André Braz, economista da Fundação Getúlio Vargas, considera que a volatilidade cambial tem a ver com o clima de incerteza política e fiscal. “Após o pronunciamento, o que restou foi o agravamento das questões fiscais. Isso deve manter o ambiente de incerteza, que mantém o real desvalorizado, forçará a inflação e exigirá maior esforço da política monetária”, apontou.

A economista-chefe do Banco Ourinvest, Fernanda Consorte, ressalta que a percepção de risco segue alta.

“O dólar no patamar atual sugere que o mercado não gostou das mudanças fiscais, que ainda são vistas como ‘pedaladas’. Devemos ver ainda bastante volatilidade”, alertou. (Com Agência Estado)

*Estagiária sob a supervisão de Fabio Grecchi

 

Política econômica em risco
​Fernanda Fernandes
Luana Patriolino
Vera Batista
Raphael Felice


Apesar das divergências com a ala política — que tem comandado, também, as decisões econômicas —, o ministro da Economia, Paulo Guedes, deixou claro que está totalmente envolvido no projeto de reeleição do presidente Jair Bolsonaro. Tanto que avalizou a iniciativa do governo de mudar a regra do teto de gastos para bancar o Auxílio Brasil de R$ 400.

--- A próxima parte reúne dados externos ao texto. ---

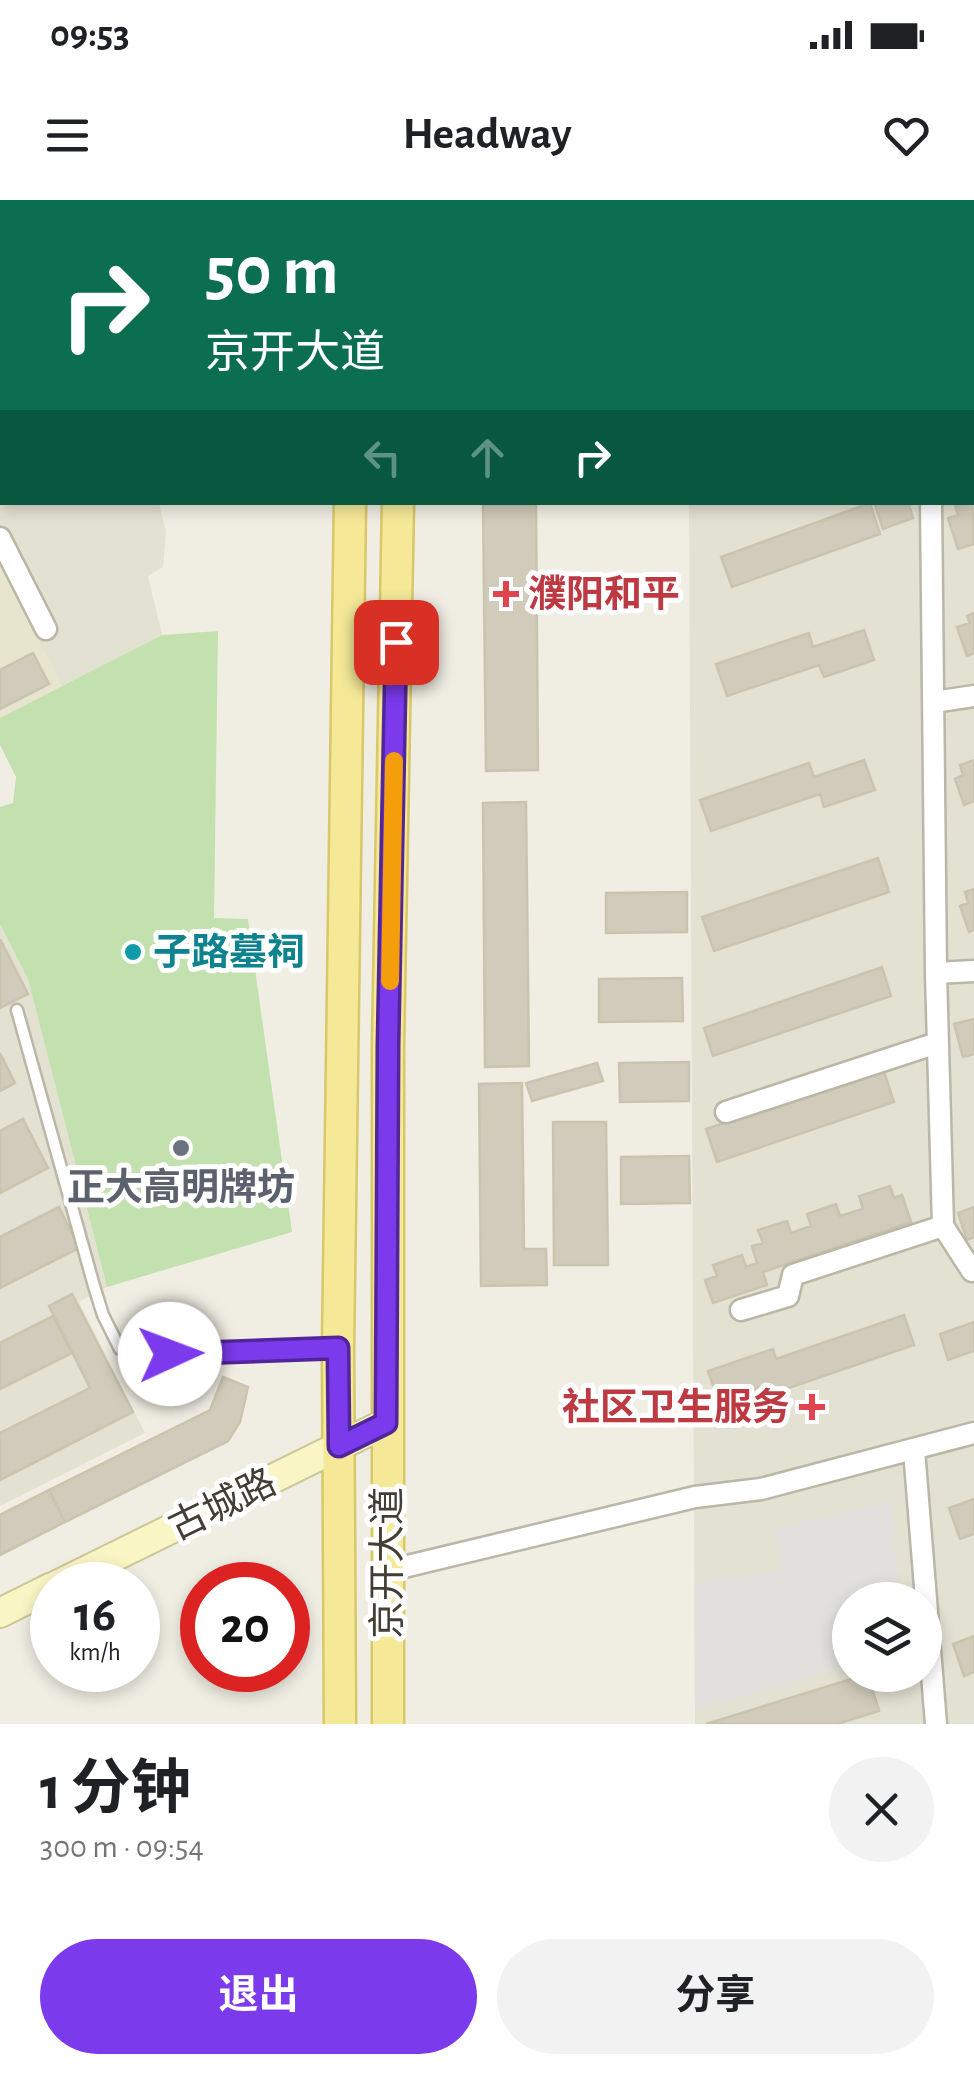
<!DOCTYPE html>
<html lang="zh">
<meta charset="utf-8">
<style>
body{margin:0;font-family:"Alegreya Sans","Noto Sans SC",sans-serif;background:#f2f2f2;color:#202124;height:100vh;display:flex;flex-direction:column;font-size:38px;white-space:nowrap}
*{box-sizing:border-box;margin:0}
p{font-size:32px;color:#757577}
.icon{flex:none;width:55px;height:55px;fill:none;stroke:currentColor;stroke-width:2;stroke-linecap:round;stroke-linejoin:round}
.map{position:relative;height:1524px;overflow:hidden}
.drawer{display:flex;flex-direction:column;background:#fff;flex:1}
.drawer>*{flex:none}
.guide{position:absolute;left:0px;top:0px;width:975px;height:305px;box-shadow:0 5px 15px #0003;background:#0b6e4f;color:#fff;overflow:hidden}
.tools{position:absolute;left:832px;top:1382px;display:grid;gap:20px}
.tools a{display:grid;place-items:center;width:110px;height:110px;border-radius:50%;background:#fff;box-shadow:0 5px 15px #0003;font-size:50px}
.speed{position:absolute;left:30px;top:1362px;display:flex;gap:20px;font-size:50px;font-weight:700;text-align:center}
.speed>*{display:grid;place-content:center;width:130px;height:130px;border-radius:50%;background:#fff;box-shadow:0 5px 15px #0003;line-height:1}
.speed small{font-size:25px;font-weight:400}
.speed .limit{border:15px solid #d22;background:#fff;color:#111}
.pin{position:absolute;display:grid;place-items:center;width:85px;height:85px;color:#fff;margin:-42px;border-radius:20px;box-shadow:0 5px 15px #0006}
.me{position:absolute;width:110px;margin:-55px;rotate:88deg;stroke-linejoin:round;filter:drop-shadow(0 0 8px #0008)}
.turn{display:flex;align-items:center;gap:35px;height:210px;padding:0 40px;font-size:45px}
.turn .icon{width:130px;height:130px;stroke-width:2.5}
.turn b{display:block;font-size:70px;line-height:85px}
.lanes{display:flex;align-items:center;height:95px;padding:0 40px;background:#0003;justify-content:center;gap:50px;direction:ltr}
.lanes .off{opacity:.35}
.round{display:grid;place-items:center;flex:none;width:105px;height:105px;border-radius:52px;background:#f2f2f2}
.headline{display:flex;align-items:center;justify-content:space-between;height:170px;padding:0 40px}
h1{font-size:60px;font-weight:700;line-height:75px}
.primary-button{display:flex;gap:20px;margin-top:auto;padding:20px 40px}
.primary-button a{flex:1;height:115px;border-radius:60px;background:#7c3aed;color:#fff;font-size:40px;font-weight:700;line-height:115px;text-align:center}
.primary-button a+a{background:#f2f2f2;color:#202124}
.status{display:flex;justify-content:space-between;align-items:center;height:70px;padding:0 50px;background:#fff;direction:ltr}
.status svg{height:28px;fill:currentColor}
header{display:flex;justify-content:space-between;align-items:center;height:130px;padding:0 40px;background:#fff;font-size:45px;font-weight:700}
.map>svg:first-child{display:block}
.residential{fill:#e3e1d2;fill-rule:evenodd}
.education{fill:#e8e5ce}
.green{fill:#c3e1af}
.parking{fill:#e1e0dc}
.building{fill:#d0cbba;stroke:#cac4ae;stroke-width:2.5}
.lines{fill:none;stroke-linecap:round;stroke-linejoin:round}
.lane-casing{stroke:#bab7a7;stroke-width:15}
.street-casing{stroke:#bab7a7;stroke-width:25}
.secondary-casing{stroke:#ccc696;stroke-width:32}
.primary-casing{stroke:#d8c86a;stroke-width:35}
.lane{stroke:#fff;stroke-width:10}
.street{stroke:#fff;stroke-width:20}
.secondary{stroke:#f9f5c4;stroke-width:28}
.primary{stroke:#f5e998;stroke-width:30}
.route-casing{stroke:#51269a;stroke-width:25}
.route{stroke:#7c3aed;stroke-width:18}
.slow{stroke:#f59e0b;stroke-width:18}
.health-dot{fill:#e0444e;stroke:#fff;stroke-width:4}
.culture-dot{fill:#0f9aa8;stroke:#fff;stroke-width:4}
.worship-dot{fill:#6b7280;stroke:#fff;stroke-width:4}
.labels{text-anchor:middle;stroke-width:10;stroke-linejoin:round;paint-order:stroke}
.health-label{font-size:38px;font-weight:bold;fill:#be3a42;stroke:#fff;text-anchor:start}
.culture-label{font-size:38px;font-weight:bold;fill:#0d838f;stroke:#fff;text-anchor:start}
.worship-label{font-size:38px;font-weight:bold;fill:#5b616d;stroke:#fff}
.street-label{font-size:38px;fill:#413e34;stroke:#fff}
</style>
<div class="status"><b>09:53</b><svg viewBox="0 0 49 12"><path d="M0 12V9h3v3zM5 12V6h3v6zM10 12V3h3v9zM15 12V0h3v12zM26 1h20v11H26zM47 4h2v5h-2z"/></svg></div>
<header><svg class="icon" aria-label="menu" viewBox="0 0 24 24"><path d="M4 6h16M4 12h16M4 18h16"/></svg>Headway<svg class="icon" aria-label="heart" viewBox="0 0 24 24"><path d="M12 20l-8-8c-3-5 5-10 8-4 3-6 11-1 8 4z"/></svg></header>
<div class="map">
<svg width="974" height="1524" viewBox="0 0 974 1524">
<rect width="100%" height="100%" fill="#f0eee3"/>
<!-- residential -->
<path class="residential" d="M0,0L91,2H2V302L159,303L166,332L163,367L148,376L162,435L62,487L0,364Z
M687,0H974V1524H695L689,303L972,302V2ZM850,1400H925V1475H850Z
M0,724L28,779L107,1087L79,1102L145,1233L0,1306Z"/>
<!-- education -->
<path class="education" d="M0,364L62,487L0,518Z"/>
<!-- green -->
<path class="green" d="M218,431L214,718L248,719L292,1032L107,1087L28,779L0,724V607L13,603L16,577L0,545V518L162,435Z"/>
<!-- parking -->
<path class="parking" d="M891,1301L900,1400H850V1466L695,1510L694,1383L782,1369L774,1329Z"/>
<!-- building -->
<path class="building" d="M972,296L974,344L958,349L948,318L958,315L954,302H972Z
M483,302H536L538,570L486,571Z
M874,302H908L913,318L883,329Z
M870,303L880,334L732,387L721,357Z
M974,413V453L967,456L957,427L970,423L967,416Z
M864,430L874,460L824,477L819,465L727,496L716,464L809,433L813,447Z
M33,453L49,484L0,509V470Z
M864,560L875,590L824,607L820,594L711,631L700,600L809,563L814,577Z
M974,560V601L964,605L955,579L963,575L960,565Z
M526,602L529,866L485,867L483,603Z
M878,658L889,692L714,751L702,717Z
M974,689V730L969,732L960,706L968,703L965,692Z
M687,692V732L606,733V693Z
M0,739L28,794L0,808Z
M882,767L891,796L713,856L704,828Z
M682,778L683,821L599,822V779Z
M974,819V854L963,857L954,824Z
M0,853L15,883L0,891Z
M689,862V901L620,902L619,863Z
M597,863L603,881L532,901L526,883Z
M883,869L894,902L717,962L706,929Z
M522,883L524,1049H546L547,1085L481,1086L479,884Z
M23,919L48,968L0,993V931Z
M553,922H606L608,1065H554Z
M689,956L690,1003L621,1004V957Z
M890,986L894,998L902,995L911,1022L763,1072L767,1085L713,1103L705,1080L717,1076L713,1065L742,1055L746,1067L757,1063L752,1046L763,1043L758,1030L787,1021L791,1033L811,1026L807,1014L836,1004L840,1016L863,1009L859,996Z
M59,1007L79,1048L0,1088V1037Z
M974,1007V1037L967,1040L958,1013Z
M72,1094L133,1212L0,1280V1233L90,1188L49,1106Z
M904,1115L914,1145L763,1197L760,1188L719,1202L708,1171L773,1149L776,1159Z
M53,1116L72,1153L0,1189V1143Z
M974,1122V1151L948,1160L940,1134Z
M223,1177L248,1187L240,1222L228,1241L65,1322L49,1290L210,1210Z
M49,1290L65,1322L0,1355V1315Z
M974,1299V1334L960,1339L949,1308Z
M974,1436V1472L964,1476L953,1444Z
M864,1475H868L879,1511L837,1524H706Z"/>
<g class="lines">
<defs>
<path id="lane" d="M17,810L94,1086L103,1115L120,1149L136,1154L333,1148"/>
<path id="street" d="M928,2L929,0
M931,302L936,773L974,771
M0,338L46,429
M934,502L974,496
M936,773L943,1026L972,1071
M726,912L937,843
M741,1110L788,1096L793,1075L943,1026
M914,1250L936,1524
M387,1371L695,1297L761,1289L974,1233"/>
<path id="secondary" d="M57,1385L386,1223
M0,1413L52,1387"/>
<path id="primary" d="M352,2V0
M403,2V0
M340,1524L338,1148L350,302
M388,1524V845L398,302"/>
</defs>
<!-- lane casing -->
<use href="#lane" class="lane-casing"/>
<!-- street casing -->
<use href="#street" class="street-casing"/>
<!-- secondary casing -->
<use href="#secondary" class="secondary-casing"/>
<!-- primary casing -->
<use href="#primary" class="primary-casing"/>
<!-- lane -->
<use href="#lane" class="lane"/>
<!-- street -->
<use href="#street" class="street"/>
<!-- secondary -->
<use href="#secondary" class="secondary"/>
<!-- primary -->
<use href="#primary" class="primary"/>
</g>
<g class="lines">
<defs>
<path id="route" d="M170,1154L338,1148L339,1246L386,1223L388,845L396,442"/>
</defs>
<!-- route casing -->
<use href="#route" class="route-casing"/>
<!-- route -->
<use href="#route" class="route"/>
<!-- slow -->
<path class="slow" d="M390,781L394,561"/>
</g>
<!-- markers -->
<g class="health-dot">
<path d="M501 379h10v10h10v10h-10v10h-10v-10h-10v-10h10z"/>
<path d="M807 1192h10v10h10v10h-10v10h-10v-10h-10v-10h10z"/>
</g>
<circle class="culture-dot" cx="133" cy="752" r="10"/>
<circle class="worship-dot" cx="181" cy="948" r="10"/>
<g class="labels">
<!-- health labels -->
<g class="health-label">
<text x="528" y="407">濮阳和平</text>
<text x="790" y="1220" text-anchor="end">社区卫生服务</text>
</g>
<!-- culture labels -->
<g class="culture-label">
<text x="153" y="765">子路墓祠</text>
</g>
<!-- worship labels -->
<g class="worship-label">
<text x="181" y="1000">正大高明牌坊</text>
</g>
<!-- street labels -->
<g class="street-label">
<text transform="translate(222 1304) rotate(-26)" y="13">古城路</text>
<text transform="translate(387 1363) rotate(-90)" y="13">京开大道</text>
</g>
</g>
</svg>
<div class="tools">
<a><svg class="icon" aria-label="layers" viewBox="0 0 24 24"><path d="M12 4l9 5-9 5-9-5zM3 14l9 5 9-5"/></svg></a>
</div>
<div class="speed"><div>16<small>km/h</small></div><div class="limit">20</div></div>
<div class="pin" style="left:396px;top:442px;background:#d93025"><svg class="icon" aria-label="arrive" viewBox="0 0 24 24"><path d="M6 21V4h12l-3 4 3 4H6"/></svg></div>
<svg class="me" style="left:170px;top:1154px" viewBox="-20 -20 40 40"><circle r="19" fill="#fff"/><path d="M0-13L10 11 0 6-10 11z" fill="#7c3aed"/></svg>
<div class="guide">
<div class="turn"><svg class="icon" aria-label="right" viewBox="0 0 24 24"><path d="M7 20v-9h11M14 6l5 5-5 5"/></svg><div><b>50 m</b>京开大道</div></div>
<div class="lanes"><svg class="icon off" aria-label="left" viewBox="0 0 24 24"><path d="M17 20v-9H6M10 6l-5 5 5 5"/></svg><svg class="icon off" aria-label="ahead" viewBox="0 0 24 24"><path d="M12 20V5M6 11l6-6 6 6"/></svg><svg class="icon" aria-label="right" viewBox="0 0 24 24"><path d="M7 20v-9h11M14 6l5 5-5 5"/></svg></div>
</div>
</div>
<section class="drawer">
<div class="headline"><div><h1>1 分钟</h1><p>300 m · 09:54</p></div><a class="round"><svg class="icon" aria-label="close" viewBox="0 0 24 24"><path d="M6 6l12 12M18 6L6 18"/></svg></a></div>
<div class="primary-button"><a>退出</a><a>分享</a></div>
</section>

A postura de Guedes deixa economistas pessimistas em relação ao futuro da política econômica do governo. “A anarquia fiscal acabou de ser instalada com as medidas para criar o Auxílio Brasil com a conivência do Congresso. Um grande risco para o futuro econômico da nação, gerando inseguranças que refletirão nos diversos indicadores econômicos”, alertou o economista Cesar Bergo.

Eduardo Moreira, empresário e ex-banqueiro de investimentos, é taxativo ao dizer que a tendência do mercado é de apostar na piora do cenário econômico. “O que se vê é populismo ao extremo, com interesses eleitoreiros, apoiado pelo Centrão. Todos vão pedir um pouquinho. Daqui em diante, tudo vai depender de quanto tempo Guedes vai ficar e de quem vai assumir o lugar dele. Será que alguém com credibilidade aceitaria a tarefa?”, indagou.

Gil Castello Branco, secretário-geral da Associação Contas Abertas, lembrou que agentes econômicos esperam previsibilidade, estabilidade, planejamento e responsabilidade fiscal. “A irresponsabilidade fiscal tem perna curta. O rombo no teto não objetiva, apenas, ampliar um programa social. Às vésperas do ano eleitoral, virão gastos políticos, inclusive as malfadadas e bilionárias emendas de relator”, criticou.

Para o economista Helio Zylberstajn, da Fundação Instituto de Pesquisas EconômicasAdicionar (Fipe), “furar o teto dos gastos significa perda de credibilidade, instabilidades no câmbio, aumento da dívida pública e dos juros. E mais sofrimento para a população”.

Da mesma forma, o economista Roberto Ellery, professor da Universidade Federal de Brasília (UnB), prevê dias difíceis. “A situação da economia, que já estava ruim, tende a piorar com o desmonte do teto”, afirma. Na avaliação dele, o que poderá trazer algum alívio é a proposta da reforma do Imposto de Renda (IR). A calmaria, no entanto, será temporária. “A aprovação da reforma do IR pode colocar uma fonte de recursos, mas não resolve o problema do teto”, afirma Ellery. Porém, o PL 2337/21, que reforma do IR, deverá ser votado somente no próximo ano, segundo o relator, senador Angelo Coronel (PSD-BA).